Mit Haushaltseinrichtungen wie diesem erstaunlich wirklichkeitsgetreuen Badezimmer für Puppen aus den 1920er Jahren hatte die 1859 gegründete Göppinger Firma Märklin ihre Spielwarenproduktion begonnen.

Stand: 14.10.2013 | Archiv

Dies ist die größte Ausführung eines Puppen-Badezimmers der Firma Märklin und nur noch selten erhalten: es verfügt zusätzlich über Dusche und Badewanne. Wie das Waschbecken und das Klosett sind auch sie aus weißer Fayence gefertigt. Zur aufwändigen Ausführung des Zimmers aus verzinntem Eisenblech gehört noch eine marmorierte Säule und eine Handtuchstange. Die Wände sind mit Platten in Majolika-Imitation ausgekleidet.
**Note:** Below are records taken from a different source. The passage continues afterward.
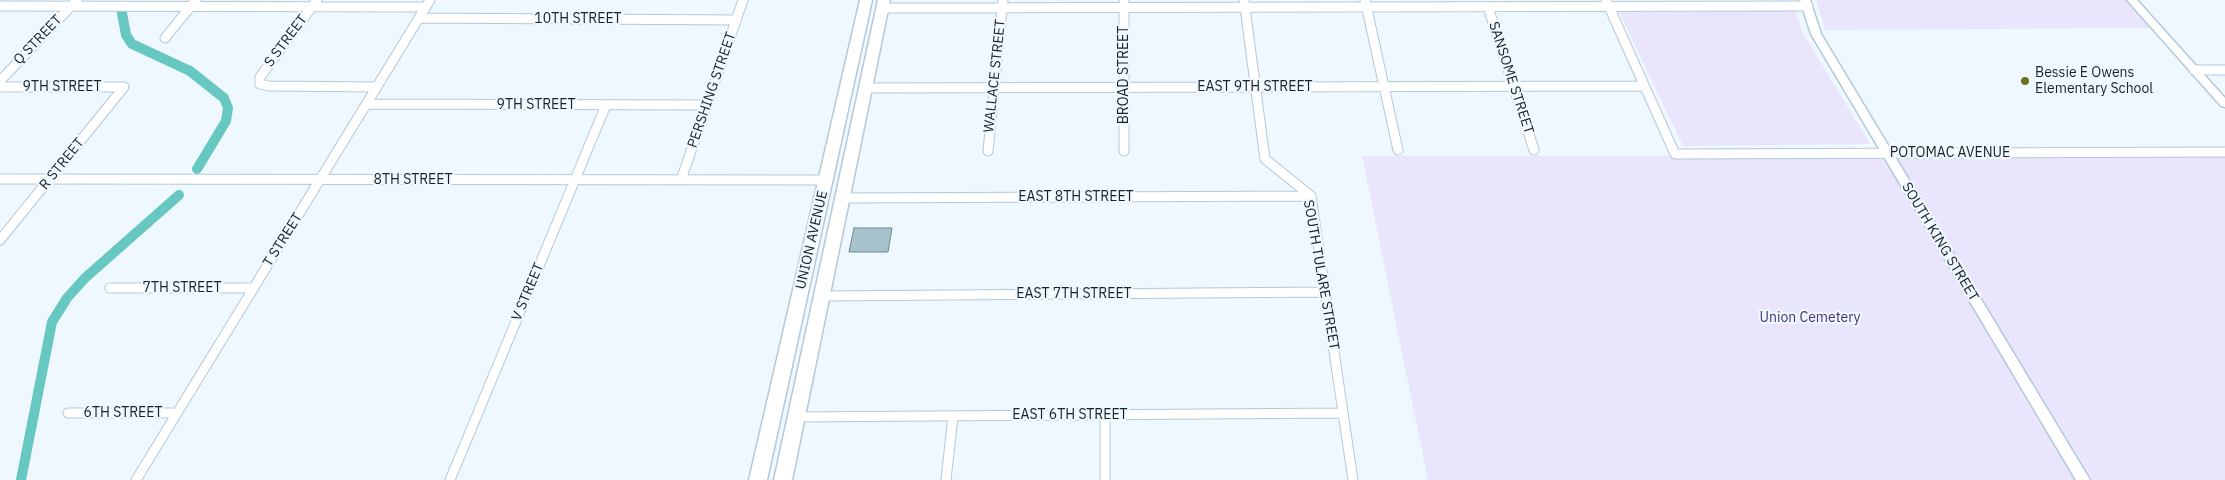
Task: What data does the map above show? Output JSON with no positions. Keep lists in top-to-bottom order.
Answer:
{
  "streets": {
    "highway": ["UNION AVENUE"],
    "street": [
      "10TH STREET",
      "Q STREET",
      "S STREET",
      "BROAD STREET",
      "WALLACE STREET",
      "SANSOME STREET",
      "9TH STREET",
      "EAST 9TH STREET",
      "PERSHING STREET",
      "POTOMAC AVENUE",
      "R STREET",
      "8TH STREET",
      "EAST 8TH STREET",
      "T STREET",
      "SOUTH KING STREET",
      "SOUTH TULARE STREET",
      "7TH STREET",
      "V STREET",
      "EAST 7TH STREET",
      "6TH STREET",
      "EAST 6TH STREET"
    ]
  },
  "crossings": [
    ["10TH STREET", "PERSHING STREET"],
    ["10TH STREET", "T STREET"],
    ["S STREET", "T STREET"],
    ["BROAD STREET", "EAST 9TH STREET"],
    ["WALLACE STREET", "EAST 9TH STREET"],
    ["SANSOME STREET", "EAST 9TH STREET"],
    ["9TH STREET", "PERSHING STREET"],
    ["9TH STREET", "R STREET"],
    ["9TH STREET", "T STREET"],
    ["9TH STREET", "V STREET"],
    ["EAST 9TH STREET", "POTOMAC AVENUE"],
    ["EAST 9TH STREET", "UNION AVENUE"],
    ["EAST 9TH STREET", "SOUTH TULARE STREET"],
    ["PERSHING STREET", "8TH STREET"],
    ["POTOMAC AVENUE", "SOUTH KING STREET"],
    ["R STREET", "8TH STREET"],
    ["8TH STREET", "T STREET"],
    ["8TH STREET", "UNION AVENUE"],
    ["8TH STREET", "V STREET"],
    ["EAST 8TH STREET", "UNION AVENUE"],
    ["EAST 8TH STREET", "SOUTH TULARE STREET"],
    ["T STREET", "7TH STREET"],
    ["T STREET", "6TH STREET"],
    ["UNION AVENUE", "EAST 7TH STREET"],
    ["UNION AVENUE", "EAST 6TH STREET"],
    ["SOUTH TULARE STREET", "EAST 7TH STREET"],
    ["SOUTH TULARE STREET", "EAST 6TH STREET"]
  ],
  "parks": ["Union Cemetery"],
  "places": ["Bessie E Owens Elementary School"]
}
Die Bemalung des Toilettendeckels aus Blech imitiert Holz.

WC, Dusche, Badewanne und Waschbecken verfügen über einen Kettenzug. Über diese Ketten kann die Badewanne befüllt, am Waschbecken gewaschen, die Dusche in Gang gesetzt und die Klospülung betätigt werden - wie bei einem 'richtigen' Bad. Das Geheimnis dieser Wirklichkeitsnähe liegt im rückwändigen Tank, der von oben rechts befüllt wird. Das 'Abwasser' fließt dann unten rechts wieder ab.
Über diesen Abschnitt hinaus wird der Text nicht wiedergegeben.